Library trial of AI-driven product Primo Research AssistantThe library is testing use of Primo Research Assistant, a generative AI-powered feature of Primo, the library's search tool. Primo Research Assistant takes natural-language queries and chooses academic resources from the library search to produce a brief answer summary and list of relevant resources. This video provides further detail about how the Assistant works.
You can access Primo Research Assistant directly here, or, if you click "Search" below the search box on the library home page, you will see blue buttons for Research Assistant on the top navigation bar and far right of the Primo page that opens. You will be prompted to log in using your UALR credentials in order to use the Research Assistant.
- DB plans to try to find a masters student to do the project below starting next semester. An important qualification for the student is to be able to attend these meetings weekly to update us on progress and get suggestions from all of us!
- Project description: Suppose a generative AI like ChatGPT or Claude.ai was used to write a book about a simply stated task, like "how to scramble an egg," "how to plant and care for a persimmon tree," "how to check and change the oil in your car," or any other question like that.
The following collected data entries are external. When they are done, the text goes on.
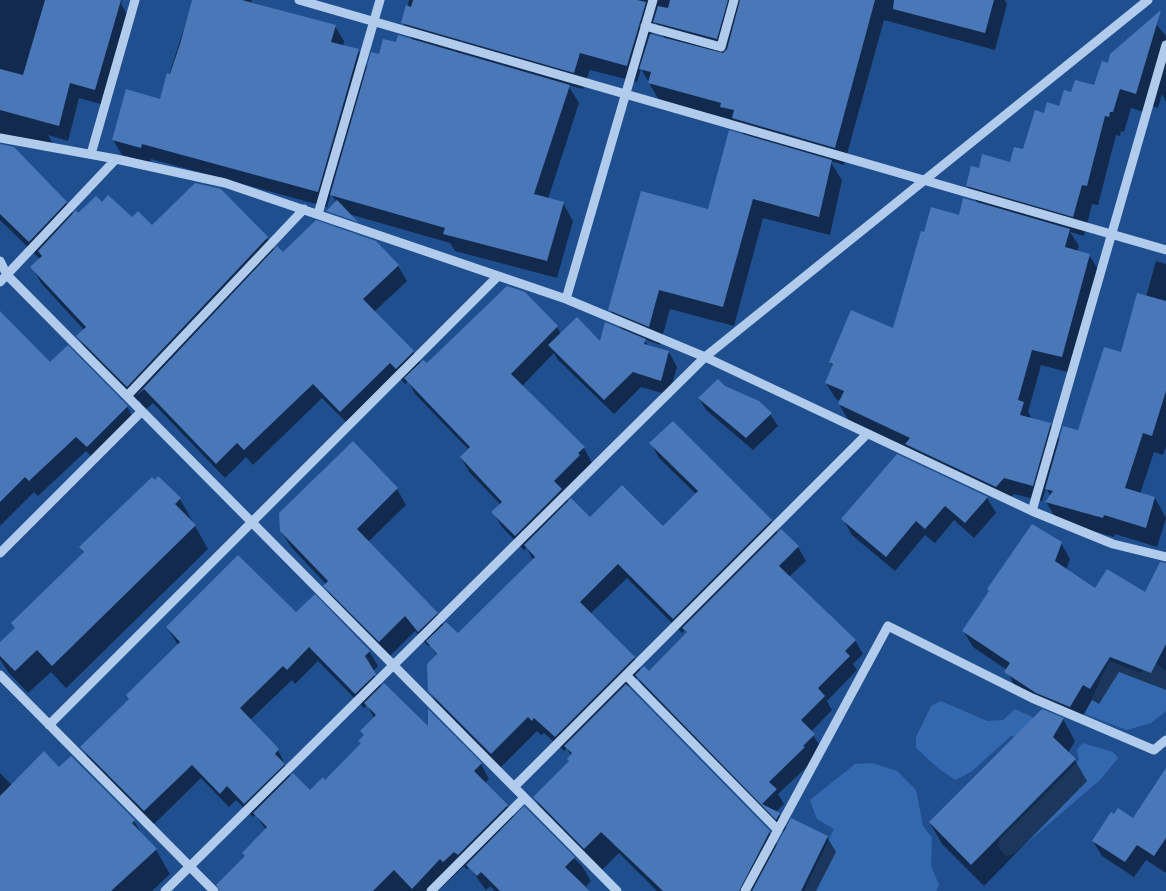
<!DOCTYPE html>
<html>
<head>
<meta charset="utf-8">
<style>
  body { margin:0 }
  canvas { display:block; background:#204f90 }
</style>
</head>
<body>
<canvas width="1166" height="891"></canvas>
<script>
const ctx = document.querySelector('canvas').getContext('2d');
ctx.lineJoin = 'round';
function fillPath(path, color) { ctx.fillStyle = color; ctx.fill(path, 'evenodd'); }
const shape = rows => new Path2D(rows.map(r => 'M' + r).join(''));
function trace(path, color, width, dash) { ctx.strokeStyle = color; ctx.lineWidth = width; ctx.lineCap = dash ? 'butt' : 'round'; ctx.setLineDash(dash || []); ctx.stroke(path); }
const green = shape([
  [1151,660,1166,671,1166,711,1151,723,1127,730,1085,714,1109,661,1141,673],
  [941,701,987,721,1003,720,1015,709,1032,717,1040,726,1020,738,1011,736,971,772,955,780,938,768,916,748,916,737,931,706],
  [1083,743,1113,752,1118,758,1100,780,1015,853,1006,856,999,849,998,844,1000,839,1079,760,1077,750],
  [872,763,897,771,916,790,923,826,932,838,931,866,939,885,936,891,804,891,834,829,817,819,810,800,855,764]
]);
const shadow = shape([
  [0,0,122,0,121,4,129,17,104,105,79,98,68,141,48,135,55,147,0,137],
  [193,0,252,0,251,2,335,26,344,41,343,46,358,50,368,67,379,55,397,44,413,41,403,23,409,0,1005,0,1007,4,995,50,884,20,844,165,830,161,842,180,830,235,763,218,734,326,670,309,660,345,644,339,648,346,669,352,677,367,669,395,641,387,614,414,558,360,554,353,522,386,584,448,592,463,564,495,569,502,590,519,663,528,696,494,659,458,651,443,771,521,778,533,798,547,806,561,789,577,855,640,863,654,853,664,857,670,827,701,832,710,811,732,822,749,811,760,812,762,778,794,784,804,776,812,779,814,787,828,827,837,836,852,816,891,657,891,619,853,601,871,543,813,535,798,570,762,571,756,567,748,564,751,544,733,541,735,537,731,500,768,438,706,429,690,437,656,430,645,428,646,415,631,389,657,334,602,325,586,326,584,291,547,281,531,353,443,397,489,406,505,368,542,437,613,444,626,458,635,533,560,527,548,524,550,502,527,493,512,501,505,470,473,461,458,469,450,415,394,408,381,405,384,399,377,350,426,322,398,253,465,246,457,225,478,153,403,145,410,139,400,137,402,87,352,78,336,84,330,41,283,32,267,40,259,0,220,0,157,66,202,74,215,102,204,152,226,220,190,267,238,275,251,283,254,398,266,407,281,374,312,413,352,421,364,427,365,557,327,561,334,601,343,622,330,610,310,709,210,744,136,738,125,732,124,729,119,659,100,641,69,637,82,590,70,583,89,568,85,579,103,548,199,563,203,573,221,557,278,455,251,450,243,342,212,331,193,327,207,151,159,150,163,122,155,113,140,161,100],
  [655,22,665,39,651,35],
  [627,578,682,633,685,630,687,634,649,673,641,671,634,658,590,614],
  [638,677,644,689,785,833,778,846,769,832,628,687],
  [1152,19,1166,36,1166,102,1162,94,1158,108,1149,105,1147,113,1131,108,1124,132,1121,131,1120,136,1116,135,1098,205,1092,204,1084,236,1070,232,1079,246,1077,252,1089,255,1099,271,1071,373,1041,365,1028,412,1032,419,1050,424,1060,441,1079,431,1122,354,1146,297,1156,261,1166,264,1166,446,1163,455,1154,452,1140,494,1155,498,1166,518,1157,547,1115,534,1114,537,1058,522,1046,502,1051,496,1046,488,1042,501,1014,494,1006,503,849,421,839,404,841,401,836,399,826,383,833,367,830,362,894,330,925,233,959,216,978,204,967,186,979,169,1011,163,1024,150,1045,115,1060,107,1072,94,1095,87,1109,64],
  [0,313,50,364,127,406,135,422,96,462,86,451,38,496,34,492,0,526],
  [725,387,770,414,778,426,753,450,706,410,699,398],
  [155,482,180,499,208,549,66,688,51,672,28,693,8,672,0,659,0,644,16,629,12,624,84,554,80,547],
  [987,498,996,513,974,538,954,520,935,543,925,535,895,571,852,535,843,519],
  [1061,543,1070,559,1066,570,1096,590,1146,594,1166,583,1166,690,1119,672,1099,704,1092,700,1079,722,1015,687,1007,670,973,647,964,632],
  [296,614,369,651,378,666,372,672,382,687,429,729,481,764,489,779,485,783,507,806,515,818,524,808,582,866,591,881,586,886,590,891,495,891,490,886,486,890,469,867,467,870,464,866,438,891,229,891,245,857,243,853,266,830,256,815,253,817,236,800,229,807,201,778,153,825,90,761,82,747,130,700,178,645,167,628],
  [318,661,364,708,367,705,374,718,362,731,365,736,362,744,325,781,310,791,291,777,278,750,250,720,292,680,295,684],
  [1063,719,1075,741,1068,753,1075,760,1087,781,984,886,942,844,930,823],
  [59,769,134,821,143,836,156,850,170,874,152,891,0,891,0,773,12,785],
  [1166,770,1166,873,1146,860,1134,877,1102,856,1093,841,1134,820]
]);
const building = shape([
  [45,0,121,0,95,90,70,83,59,126,0,110,0,69,23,75],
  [192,0,242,0,336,25,331,42,359,49,318,192,142,144,141,148,112,140,126,89,160,99,167,73,170,74,180,44],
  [413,0,637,0,646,2,627,66,580,53,574,73,401,23,406,5,411,7],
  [670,0,728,0,717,39,653,22,658,6,668,8],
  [740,0,875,0,835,148,732,118,734,110,720,107,721,103,648,83,651,72,639,69,650,34,723,53,727,49],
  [894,0,994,0,985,33,893,9],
  [1161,10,1136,94,1120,89,1113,112,1110,112,1109,117,1105,116,1087,186,1082,185,1073,217,966,186,971,166,979,168,982,154,1010,162,1014,147,1023,149,1035,110,1044,113,1047,102,1059,106,1064,90,1071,92,1075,80,1094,85,1102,61,1108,63,1110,54],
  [398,35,570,85,534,194,564,202,547,261,443,234,445,228,330,195,371,52,379,54,383,39,396,42],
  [729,130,832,160,819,217,753,199,723,307,659,290,649,327,608,310,641,191,708,209],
  [0,144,14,147,67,202,29,242,0,214],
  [195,183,221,189,268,237,127,387,76,336,86,327,30,267,42,256,38,251,76,210,78,213,96,196,102,202,108,195,132,217,138,211,152,225],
  [963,198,1070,229,1065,247,1090,254,1062,357,1032,350,1018,400,1024,402,1020,415,1051,423,1033,486,1004,478,996,487,905,444,910,438,838,404,844,391,825,383,833,364,829,362,851,310,893,328,921,231,924,232,931,207,959,215],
  [337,200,358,222,326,211],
  [316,220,376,241,399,265,363,299,414,351,396,369,390,363,340,412,313,384,244,450,237,443,216,464,144,389,136,396,277,246,283,252],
  [507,286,525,292,558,326,511,374,585,447,578,453,580,455,554,481,562,489,515,536,491,512,502,502,460,457,470,447,404,378,423,360,427,363],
  [1137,293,1166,301,1166,391,1152,436,1143,433,1125,488,1155,497,1146,528,1104,515,1103,518,1045,502,1053,491,1045,489,1063,426,1078,430,1104,347,1121,352],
  [0,311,50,362,68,345,128,406,87,447,76,437,29,481,25,477,0,502],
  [577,317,600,341,605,322,646,339,644,344,669,351,661,381,633,372,604,400,548,345],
  [718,379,725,386,759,401,772,413,746,438,698,398],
  [673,421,772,520,673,619,618,564,580,602,635,657,555,737,534,718,532,721,528,717,491,754,428,691,427,664,437,654,426,641,446,622,458,633,535,557,524,545,571,498,590,517,622,485,663,526,698,491,649,443],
  [353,441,398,488,357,529,438,613,418,632,405,616,379,642,323,586,328,581,280,531,279,513],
  [897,454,988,497,965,523,945,506,925,529,916,521,886,557,841,519],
  [158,476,181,498,175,504,196,525,52,666,37,650,15,671,0,656,0,642,15,628,11,623,84,552,79,547,152,477,155,480],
  [1032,524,1062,542,1055,561,1095,588,1107,569,1145,592,1160,562,1166,563,1166,644,1151,673,1110,657,1090,689,1083,685,1070,707,1036,693,1004,672,1010,663,962,631,989,591,987,589],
  [781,529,799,546,779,566,856,640,845,651,850,656,818,688,825,696,801,720,815,734,803,746,805,747,769,782,777,789,762,804,780,813,776,820,635,675,644,666,649,671,687,632,682,628],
  [238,555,296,612,315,594,370,651,365,656,376,674,355,694,309,647,287,670,283,666,240,708,279,749,275,754,285,764,244,804,227,786,220,794,192,765,144,811,80,747,129,699,126,695,180,642,166,627],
  [384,683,428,726,428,709,482,763,474,771,508,805,458,855,454,852,443,862,440,859,412,889,394,870,373,891,220,891,216,885,245,856,242,853,267,827,253,813,293,773,310,790,323,777,325,780,361,743,358,741,364,735,360,731,376,715,364,703],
  [626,684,770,831,739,891,663,891,601,832,584,849,533,797,569,761,567,759,572,753,564,746],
  [1042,709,1064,718,1053,737,1076,759,971,865,929,822],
  [44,751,59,767,71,756,135,820,132,823,157,849,111,891,0,891,0,796],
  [1166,768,1166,838,1154,856,1137,845,1125,862,1092,841,1111,812,1114,814,1118,808,1133,818],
  [524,806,575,857,565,867,590,891,500,891,481,872,477,876,466,865],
  [791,818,828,836,801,891,752,891]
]);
const minor = shape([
  [299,0,1166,250],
  [645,26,721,47,734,0],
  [0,138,116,159,225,183,566,299,705,357,1032,511,1113,544,1166,557],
  [91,154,135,0],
  [318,214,380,0],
  [0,261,7,275,617,891],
  [0,282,116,159],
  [566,299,653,0],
  [127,396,304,209],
  [1032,511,1166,45],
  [0,553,142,411],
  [0,675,214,891],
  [626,675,777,829],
  [49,725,498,276],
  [514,787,867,434],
  [165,891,705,357,1148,0],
  [431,891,524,798],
  [745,891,888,626,1032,698,1154,750,1166,740]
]);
fillPath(green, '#3468ae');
fillPath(shadow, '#0007');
fillPath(building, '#4977b8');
trace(minor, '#b1cbed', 9);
</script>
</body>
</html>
Just ask the AI to provide a step by step guide, then ask it to expand on each step with substeps, then ask it to expand on each substep, continuing until you reached 100,000 words or whatever impressive target one might have.
- Anyone else have a project they would like to help supervise, let me know!
- The campus has assigned a group to participate in the AAC&U AI Institute's activity "AI Pedagogy in the Curriculum." IU is on it and may be able to provide updates when available, every now and then but not every week.
- Anything else anyone would like to bring up?
- Here are the latest on readings and viewings
- Next
we will continue to work through chapter 5:
https://www.youtube.com/watch?v=wjZofJX0v4M. We got up 15:50 awhile ago
but it was indeed awhile ago so we started from the beginning and went
to 15:50 again.
Next time we do this video, we will go on from there. (When sharing the
screen,
we need to click the option to optimize for sharing a video.)
- We can work through chapter 6: https://www.youtube.com/watch?v=eMlx5fFNoYc.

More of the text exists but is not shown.